**YOUR OBJECTIVE**
Copy, from the entries below, each line where the word "grid" can be found.

**MATERIAL FOR THIS TASK**
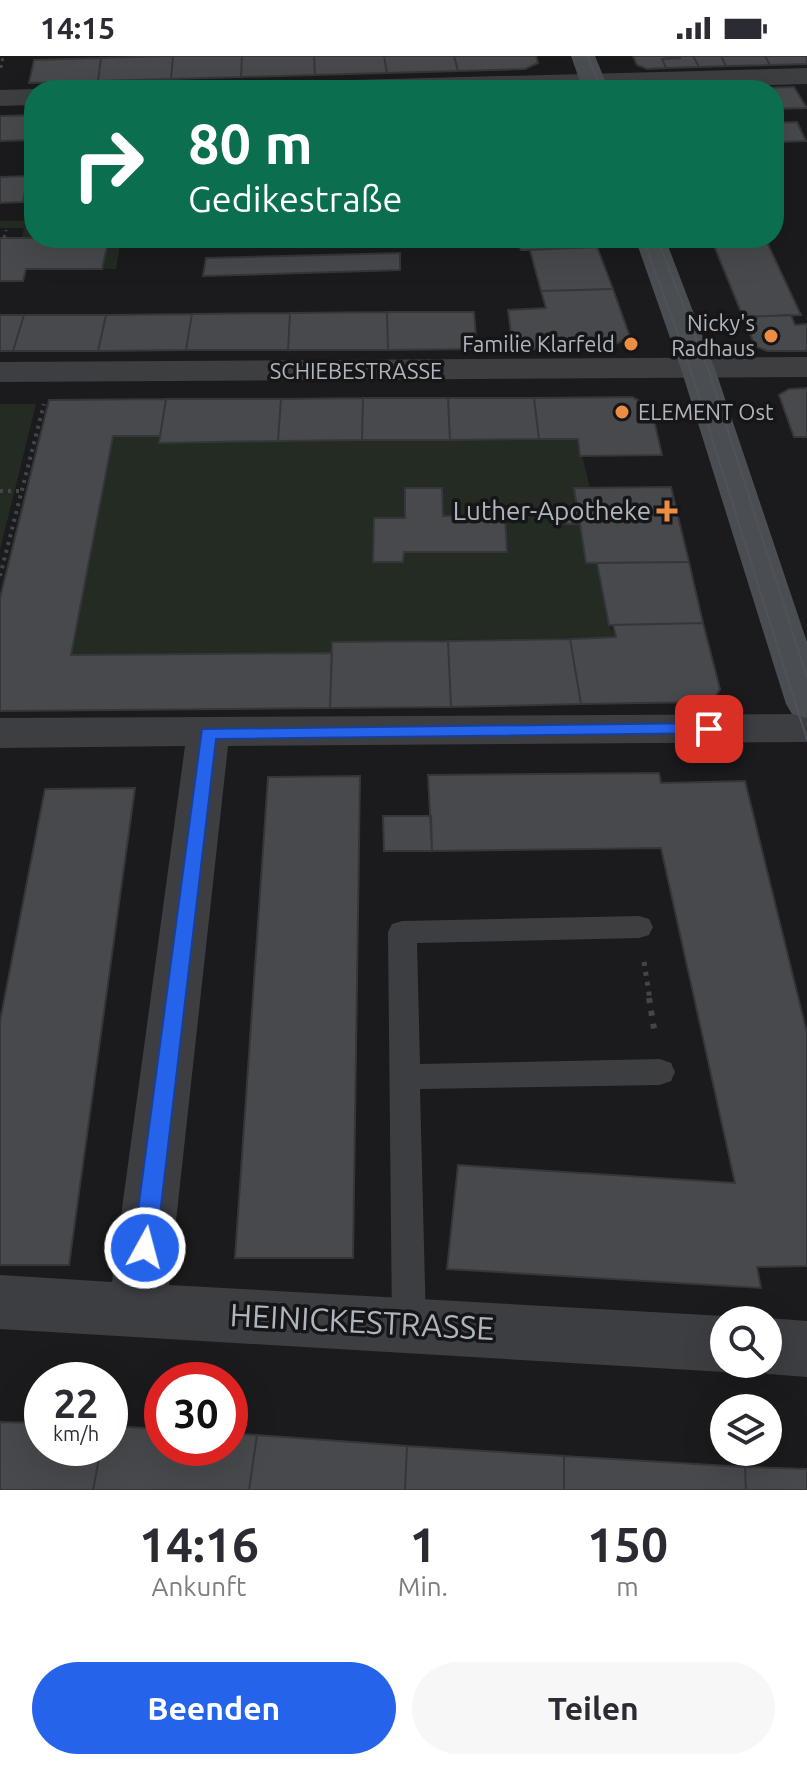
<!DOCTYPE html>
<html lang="de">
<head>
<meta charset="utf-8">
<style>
	body { margin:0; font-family:Ubuntu,sans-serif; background:#f7f7f7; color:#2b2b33; height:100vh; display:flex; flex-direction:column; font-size:30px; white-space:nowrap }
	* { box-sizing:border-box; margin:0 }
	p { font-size:26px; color:#7c7c81 }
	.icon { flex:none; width:44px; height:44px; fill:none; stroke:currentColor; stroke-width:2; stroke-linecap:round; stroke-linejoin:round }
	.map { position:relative; height:1434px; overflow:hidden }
	.side { display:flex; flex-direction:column; background:#fff; flex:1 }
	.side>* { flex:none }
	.hud { position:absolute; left:24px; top:24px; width:760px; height:168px; border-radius:32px; box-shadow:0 8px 32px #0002; background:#0b6e4f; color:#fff; overflow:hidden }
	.fabs { position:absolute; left:710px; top:1250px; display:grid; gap:16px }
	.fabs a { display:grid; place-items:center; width:72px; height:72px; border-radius:50%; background:#fff; box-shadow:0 8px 32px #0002; font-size:40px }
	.speed { position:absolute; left:24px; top:1306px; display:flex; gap:16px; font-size:40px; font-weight:700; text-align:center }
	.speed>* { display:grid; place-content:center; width:104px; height:104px; border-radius:50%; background:#fff; box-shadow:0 8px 32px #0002; line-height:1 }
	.speed small { font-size:20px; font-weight:400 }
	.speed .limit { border:12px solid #d22; background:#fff; color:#111 }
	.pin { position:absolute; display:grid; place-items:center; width:68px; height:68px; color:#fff; margin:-34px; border-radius:16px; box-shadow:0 4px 12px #0006 }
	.me { position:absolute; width:88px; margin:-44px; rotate:7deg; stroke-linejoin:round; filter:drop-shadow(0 0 6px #0008) }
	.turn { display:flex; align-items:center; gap:28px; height:168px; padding:0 32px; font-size:36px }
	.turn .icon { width:104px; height:104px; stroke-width:2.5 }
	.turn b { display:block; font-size:56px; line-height:68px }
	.eta { display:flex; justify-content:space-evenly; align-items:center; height:136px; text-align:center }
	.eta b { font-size:48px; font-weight:600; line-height:56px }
	.cta { display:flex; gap:16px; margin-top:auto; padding:16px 32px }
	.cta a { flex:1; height:92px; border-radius:48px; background:#2563eb; color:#fff; font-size:32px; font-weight:600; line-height:92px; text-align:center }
	.cta a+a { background:#f7f7f7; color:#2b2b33 }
	.status { display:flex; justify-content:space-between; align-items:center; height:56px; padding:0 40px; background:#fff; direction:ltr }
	.status svg { height:22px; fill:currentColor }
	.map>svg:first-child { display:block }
	.green { fill:#232b23 }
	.building { fill:#48494d; stroke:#353639; stroke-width:2 }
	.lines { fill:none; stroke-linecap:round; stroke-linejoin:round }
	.path-far3 { stroke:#424549; stroke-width:3; stroke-dasharray:3 4; stroke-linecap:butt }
	.path-far2 { stroke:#424549; stroke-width:4; stroke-dasharray:3 5; stroke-linecap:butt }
	.path-far1 { stroke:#424549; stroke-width:5; stroke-dasharray:4 6; stroke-linecap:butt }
	.path { stroke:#424549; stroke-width:6; stroke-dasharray:5 8; stroke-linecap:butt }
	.lane { fill:#3c3e42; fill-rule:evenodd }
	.street { fill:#3c3e42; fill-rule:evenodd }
	.secondary { fill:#4a4e52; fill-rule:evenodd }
	.tram { stroke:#4f5357; stroke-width:2 }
	.route { fill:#2563eb; stroke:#184099; stroke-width:2 }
	.poi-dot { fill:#ec8d44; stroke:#161618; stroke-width:3 }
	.labels { text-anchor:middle; stroke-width:7; stroke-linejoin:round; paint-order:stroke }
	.far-poi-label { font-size:22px; fill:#aeb5bc; stroke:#161618; text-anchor:end }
	.far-street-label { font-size:22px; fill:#aeb5bc; stroke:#161618 }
	.poi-label { font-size:26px; fill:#aeb5bc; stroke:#161618; text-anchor:end }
	.near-street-label { font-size:32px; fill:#aeb5bc; stroke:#161618 }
</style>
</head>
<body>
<div class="status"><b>14:15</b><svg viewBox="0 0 49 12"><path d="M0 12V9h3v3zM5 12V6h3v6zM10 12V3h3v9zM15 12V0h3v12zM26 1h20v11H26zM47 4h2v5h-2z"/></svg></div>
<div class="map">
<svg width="807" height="1434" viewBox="0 0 807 1434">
	<rect width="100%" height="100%" fill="#1b1b1d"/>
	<path class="green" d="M0 165H34V182H121L116 213H102L109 182H22L24 172H0Z
		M0 348H36L0 494Z
		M113 380H160L159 386 578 383 590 432H574L586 507H597L609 569 616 581 333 586 332 597 71 599Z"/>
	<path class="building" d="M173 0H242L241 21 171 23Z
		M173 0 171 23 98 25 101 2Z
		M242 0H314L315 19 241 21Z
		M314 0H384L387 17 315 19Z
		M384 0H454L458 15 387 17Z
		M454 0H536L538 7 525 13 458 15Z
		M633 0H679L680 2 662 3 666 12 647 13 637 9Z
		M679 0H693L699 11 666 12 662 3Z
		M693 0H721L726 10 699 11Z
		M721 0H765L770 9 726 10Z
		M765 0H807V8L770 9Z
		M101 2 98 25 29 27 34 4Z
		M794 31 807 52 774 53V34L728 33Z
		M34 59V84L0 85V60Z
		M797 66 806 85 780 86 774 67Z
		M28 120 23 146 0 147V121Z
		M0 182H109L102 213H26L23 225H0Z
		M517 182H594L597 191 521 194Z
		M711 182H765L801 259 743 261Z
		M597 191 613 233 541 235 530 194Z
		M400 197V214L203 220 206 202Z
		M613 233 630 281 606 293H513L508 254 546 252 541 235Z
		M387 256H474L477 293 388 294Z
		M387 256 388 294H288L290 257Z
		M290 257 288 294H186L192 258Z
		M192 258 186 294 98 295 106 259Z
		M0 259H24L13 295H0Z
		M24 259H106L98 295H13Z
		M791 259 795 269 807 268V295H767L755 290 743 261Z
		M807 332V381H794L779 339 789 333Z
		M632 341 651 351 662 399 580 400 578 383H539L534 342Z
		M363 342 362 384 278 385 281 343Z
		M363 342H448L450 384H362Z
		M448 342H534L539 383 450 384Z
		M166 343H281L278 385 159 387Z
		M166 343 160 380H113L71 599 332 597 330 652 0 655V542L49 344Z
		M671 431 689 506 586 507 580 468H566L564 451H577L574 432Z
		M405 432H442L443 460H505L507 496H404L403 506H373L374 462H405Z
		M689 506 703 567 609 569 597 507Z
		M703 567 720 633 715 641 704 646 581 648 570 583 616 581 613 569Z
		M570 583 581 648 451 651 448 585Z
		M448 585 451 651 330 652 332 586Z
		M659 717 661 727 745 725 807 977V1210L757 1211 761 1232 447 1213 458 1109 735 1127 661 792 432 795 428 719Z
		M360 720 353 1202H235L268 721Z
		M135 732 69 1209H0V965L45 733Z
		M383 760H431L432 795H384Z
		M0 1366 42 1367V1392H101L93 1434H0Z
		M110 1370 162 1373V1392H230V1377L257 1379 249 1434H93L101 1392H110Z
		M257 1379 407 1390 405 1434H249Z
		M407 1390 564 1400V1434H405Z
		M564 1400 745 1411 746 1434H564Z
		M745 1411 807 1413V1434H746Z"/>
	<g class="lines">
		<path class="path-far3" d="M1 12 3 0
			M4 182 6 174"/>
		<path class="path-far2" d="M0 435H23
			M0 520 44 348"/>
		<path class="path-far1" d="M644 906 650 944"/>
		<path class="path" d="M649 942 655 979"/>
		<path class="lane" d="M639 860 649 863 653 871 649 879 639 882 417 887 420 1008 660 1003 671 1007 675 1016 671 1025 660 1029 420 1033 426 1269 421 1280 409 1285 397 1280 392 1269 388 876 392 868 402 865Z"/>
		<path class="street" d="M807 12V28L569 34H265L278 26Z
			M34 33 37 34H34V49L0 50V34Z
			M807 301V321L0 326V306Z
			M807 658V686L228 690 169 1229 724 1260 733 1264H724V1308H744L724 1316 0 1273V1219L112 1226 185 690 0 692V662Z
			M768 1262 807 1265V1321L768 1318 747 1310 768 1308V1264H764Z"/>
		<path class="secondary" d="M571 0H595L609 34H583Z
			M635 182H665L715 313 807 586V662L792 658 786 648 681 313Z"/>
		<path class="tram" d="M588 0 601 34
			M643 182 689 309 807 684
			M657 182 708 313 807 621"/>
	</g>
	<path class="route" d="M709 667 716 669V677L216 683 156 1192 153 1199 145 1202 136 1199 133 1192 202 673Z"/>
	<g class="poi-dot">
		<circle cx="771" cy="280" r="8"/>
		<circle cx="631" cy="288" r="8"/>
		<circle cx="622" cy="356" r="8"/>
		<path d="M663 443h8v8h8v8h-8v8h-8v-8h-8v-8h8z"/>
	</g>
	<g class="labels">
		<g class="far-poi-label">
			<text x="755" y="275">Nicky's<tspan x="755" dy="25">Radhaus</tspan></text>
			<text x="615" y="296">Familie Klarfeld</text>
			<text x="638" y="364" text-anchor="start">ELEMENT Ost</text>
		</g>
		<g class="far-street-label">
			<text x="356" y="323">SCHIEBESTRASSE</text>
		</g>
		<g class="poi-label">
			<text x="651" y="464">Luther-Apotheke</text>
		</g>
		<g class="near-street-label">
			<text transform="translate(362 1266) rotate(3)" y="11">HEINICKESTRASSE</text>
		</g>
	</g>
</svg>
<div class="fabs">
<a><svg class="icon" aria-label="search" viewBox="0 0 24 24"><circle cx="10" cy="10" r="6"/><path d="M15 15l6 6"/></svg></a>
<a><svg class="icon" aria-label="layers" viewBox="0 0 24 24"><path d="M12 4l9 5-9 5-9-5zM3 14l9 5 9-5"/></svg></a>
</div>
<div class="speed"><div>22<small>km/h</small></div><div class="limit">30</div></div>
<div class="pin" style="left:709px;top:673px;background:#d93025"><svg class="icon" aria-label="arrive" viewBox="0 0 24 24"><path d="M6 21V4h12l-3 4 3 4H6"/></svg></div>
<svg class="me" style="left:145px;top:1192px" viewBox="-20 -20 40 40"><circle r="17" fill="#2563eb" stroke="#fff" stroke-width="3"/><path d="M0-11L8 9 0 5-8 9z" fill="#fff"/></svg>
<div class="hud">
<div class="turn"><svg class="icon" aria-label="right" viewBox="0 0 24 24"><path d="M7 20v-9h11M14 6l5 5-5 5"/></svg><div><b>80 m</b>Gedikestraße</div></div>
</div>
</div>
<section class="side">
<div class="eta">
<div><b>14:16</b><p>Ankunft</p></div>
<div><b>1</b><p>Min.</p></div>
<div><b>150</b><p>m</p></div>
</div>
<div class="cta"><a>Beenden</a><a>Teilen</a></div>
</section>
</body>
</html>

**THE COMPLETED TASK**
	.fabs { position:absolute; left:710px; top:1250px; display:grid; gap:16px }
	.fabs a { display:grid; place-items:center; width:72px; height:72px; border-radius:50%; background:#fff; box-shadow:0 8px 32px #0002; font-size:40px }
	.speed>* { display:grid; place-content:center; width:104px; height:104px; border-radius:50%; background:#fff; box-shadow:0 8px 32px #0002; line-height:1 }
	.pin { position:absolute; display:grid; place-items:center; width:68px; height:68px; color:#fff; margin:-34px; border-radius:16px; box-shadow:0 4px 12px #0006 }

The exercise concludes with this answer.